Полная версия
Кинжал для дона
Потом пришел черед логистики. Ключевой поставщик легированной стали разорвал контракт без объяснений, его преемник запросил тройную цену. Железнодорожные составы с углем для плавильных печей терялись в пути на сутки, а приходили с недостачей. Каждый сбой был мелкой иглой, укол за уколом выдавливающей кровь из живого организма завода. Нашего завода.
Китайцы били по деньгам. Банки внезапно отказывались проводить наши платежи, ссылаясь на «внутренние проверки». Наличный поток, жизненная сила любого теневого бизнеса, иссякал. Контракты на сбыт легальной продукции расторгались один за другим под надуманными предлогами.
«Титан» начинал задыхаться. Печи работали вполсилы, цеха простаивали. Мы все еще держали территорию, но бизнес, сложный механизм, который Орсини отлаживали десятилетиями, медленно умирал. Без сырья, без денег, без каналов сбыта мы превращались в призраков, владеющих грубой силой без возможности ее применить.
Именно тогда в кабинете Данте впервые прозвучало имя Вовы Воронцова, человека, чьи сети доставки были глубже и прочнее, и которого, по слухам, не могли достать длинные щупальца Триады.
А чуть позже последовало его дурацкое условие о браке Стального Дона и русской принцессы.

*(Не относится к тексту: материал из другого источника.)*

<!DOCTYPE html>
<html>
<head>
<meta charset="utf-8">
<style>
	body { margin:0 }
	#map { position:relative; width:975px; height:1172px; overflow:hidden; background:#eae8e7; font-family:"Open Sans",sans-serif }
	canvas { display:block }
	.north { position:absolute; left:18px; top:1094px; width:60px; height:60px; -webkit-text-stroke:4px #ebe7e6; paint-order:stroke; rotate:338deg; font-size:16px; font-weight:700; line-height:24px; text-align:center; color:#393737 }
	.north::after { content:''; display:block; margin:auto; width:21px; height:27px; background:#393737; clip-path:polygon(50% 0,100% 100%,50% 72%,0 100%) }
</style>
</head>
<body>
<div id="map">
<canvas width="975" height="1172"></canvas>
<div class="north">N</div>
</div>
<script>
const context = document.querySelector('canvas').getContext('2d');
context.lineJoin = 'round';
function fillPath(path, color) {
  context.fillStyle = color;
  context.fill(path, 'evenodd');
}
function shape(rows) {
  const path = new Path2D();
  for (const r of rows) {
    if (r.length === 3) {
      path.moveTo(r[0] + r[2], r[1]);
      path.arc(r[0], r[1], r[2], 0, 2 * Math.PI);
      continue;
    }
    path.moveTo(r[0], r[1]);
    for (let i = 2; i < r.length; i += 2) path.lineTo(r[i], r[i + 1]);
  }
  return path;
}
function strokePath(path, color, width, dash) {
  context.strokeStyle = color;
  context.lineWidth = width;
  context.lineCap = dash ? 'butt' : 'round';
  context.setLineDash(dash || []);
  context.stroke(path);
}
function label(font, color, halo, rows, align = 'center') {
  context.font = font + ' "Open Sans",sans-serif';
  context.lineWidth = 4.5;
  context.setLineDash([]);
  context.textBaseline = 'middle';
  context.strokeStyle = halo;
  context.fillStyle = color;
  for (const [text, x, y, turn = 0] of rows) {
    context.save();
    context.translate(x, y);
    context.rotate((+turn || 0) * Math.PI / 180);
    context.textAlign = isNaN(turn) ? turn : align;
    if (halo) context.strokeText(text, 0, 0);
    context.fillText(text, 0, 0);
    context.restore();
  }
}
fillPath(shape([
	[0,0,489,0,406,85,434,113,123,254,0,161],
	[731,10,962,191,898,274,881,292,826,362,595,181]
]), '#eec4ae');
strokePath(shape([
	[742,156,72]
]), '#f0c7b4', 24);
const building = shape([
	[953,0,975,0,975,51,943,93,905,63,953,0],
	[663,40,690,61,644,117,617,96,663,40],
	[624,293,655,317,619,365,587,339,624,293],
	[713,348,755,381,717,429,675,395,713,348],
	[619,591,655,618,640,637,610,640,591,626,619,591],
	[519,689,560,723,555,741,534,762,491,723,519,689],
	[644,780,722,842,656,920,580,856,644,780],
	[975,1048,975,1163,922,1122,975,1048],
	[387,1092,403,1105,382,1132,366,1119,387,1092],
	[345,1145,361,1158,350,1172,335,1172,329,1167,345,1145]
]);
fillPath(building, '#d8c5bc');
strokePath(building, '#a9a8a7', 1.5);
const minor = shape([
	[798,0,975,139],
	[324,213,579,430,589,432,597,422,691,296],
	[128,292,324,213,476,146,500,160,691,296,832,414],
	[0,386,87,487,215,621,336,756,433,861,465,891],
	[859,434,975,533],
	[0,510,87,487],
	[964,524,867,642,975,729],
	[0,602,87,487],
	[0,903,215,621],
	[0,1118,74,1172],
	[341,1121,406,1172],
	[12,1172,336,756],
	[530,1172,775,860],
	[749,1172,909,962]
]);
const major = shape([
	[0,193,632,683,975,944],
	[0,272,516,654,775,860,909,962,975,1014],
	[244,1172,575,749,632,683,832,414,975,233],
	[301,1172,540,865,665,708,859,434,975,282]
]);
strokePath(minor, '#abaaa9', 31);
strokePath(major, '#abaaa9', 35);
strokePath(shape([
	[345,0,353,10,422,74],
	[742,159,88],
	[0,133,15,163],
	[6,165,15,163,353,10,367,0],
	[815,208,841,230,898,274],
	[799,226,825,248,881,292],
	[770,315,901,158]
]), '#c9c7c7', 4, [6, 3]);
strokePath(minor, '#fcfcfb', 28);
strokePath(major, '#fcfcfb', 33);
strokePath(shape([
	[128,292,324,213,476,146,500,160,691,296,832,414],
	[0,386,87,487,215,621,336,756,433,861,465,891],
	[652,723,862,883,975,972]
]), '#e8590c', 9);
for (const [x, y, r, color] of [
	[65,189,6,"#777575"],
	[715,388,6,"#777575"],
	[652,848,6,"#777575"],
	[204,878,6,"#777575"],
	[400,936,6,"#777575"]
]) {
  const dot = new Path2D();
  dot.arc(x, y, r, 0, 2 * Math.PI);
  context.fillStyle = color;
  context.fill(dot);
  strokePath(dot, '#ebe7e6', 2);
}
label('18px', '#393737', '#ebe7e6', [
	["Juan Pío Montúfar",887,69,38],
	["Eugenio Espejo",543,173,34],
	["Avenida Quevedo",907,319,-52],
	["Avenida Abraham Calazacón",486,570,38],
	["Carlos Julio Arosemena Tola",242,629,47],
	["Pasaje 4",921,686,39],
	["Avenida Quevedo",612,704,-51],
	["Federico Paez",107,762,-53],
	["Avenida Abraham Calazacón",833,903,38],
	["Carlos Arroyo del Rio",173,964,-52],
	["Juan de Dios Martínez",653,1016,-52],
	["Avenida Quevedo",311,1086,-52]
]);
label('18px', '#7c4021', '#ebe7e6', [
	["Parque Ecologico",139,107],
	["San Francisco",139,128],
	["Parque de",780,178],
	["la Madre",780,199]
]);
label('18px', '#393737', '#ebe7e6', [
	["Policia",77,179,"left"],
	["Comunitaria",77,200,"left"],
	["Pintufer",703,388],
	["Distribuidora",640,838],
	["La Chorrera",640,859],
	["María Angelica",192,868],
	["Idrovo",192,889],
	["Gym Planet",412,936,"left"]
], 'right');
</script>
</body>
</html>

Я не знала, какие именно пункты стояли в том соглашении. Поставки? Деньги? Люди? Но, насколько я успела понять из той беседы с шестеркой Триады, их обеспокоило то, что обстановка на заводе начала налаживаться. А раз так, то и проблем Данте становилось меньше.
Это была единственная причина, которая позволила мне примириться с браком Дона. В какой-то степени.
Если бы русские оказались бесполезны, я бы перестреляла их всех. Собственноручно. А пока они приносили хоть какую-то пользу… приходилось терпеть.
Данте настаивал, чтобы я вернулась в квартиру. «Вдруг я захочу зайти в гости», – так он сказал в тот день, когда я преподнесла ему на блюдечке те крохи, что удалось выбить из подарка Сандро. А я… отказалась. Соблазн встречаться вот так был силен, но не сильнее моих задетых чувств, которые не желали перебиваться редкими подачками.
Они хотели Данте себе в безраздельное пользование. Без вариантов.
– Моя комната по соседству. Как только я в нее вернусь – приходи хоть каждый день.
Мой отказ дон Орсини воспринял со свойственным ему спокойствием. Но перед уходом не забыл тихо сообщить мне на ухо, что все равно будет ждать меня в апартаментах.
Чертов обольститель.
Сопротивляться желанию проверить слова Дона на практике оказалось крайне сложно, но на помощь пришел Марко. Он завалил меня работой. Не по моему убийственному профилю, но помочь Вителло – это святое.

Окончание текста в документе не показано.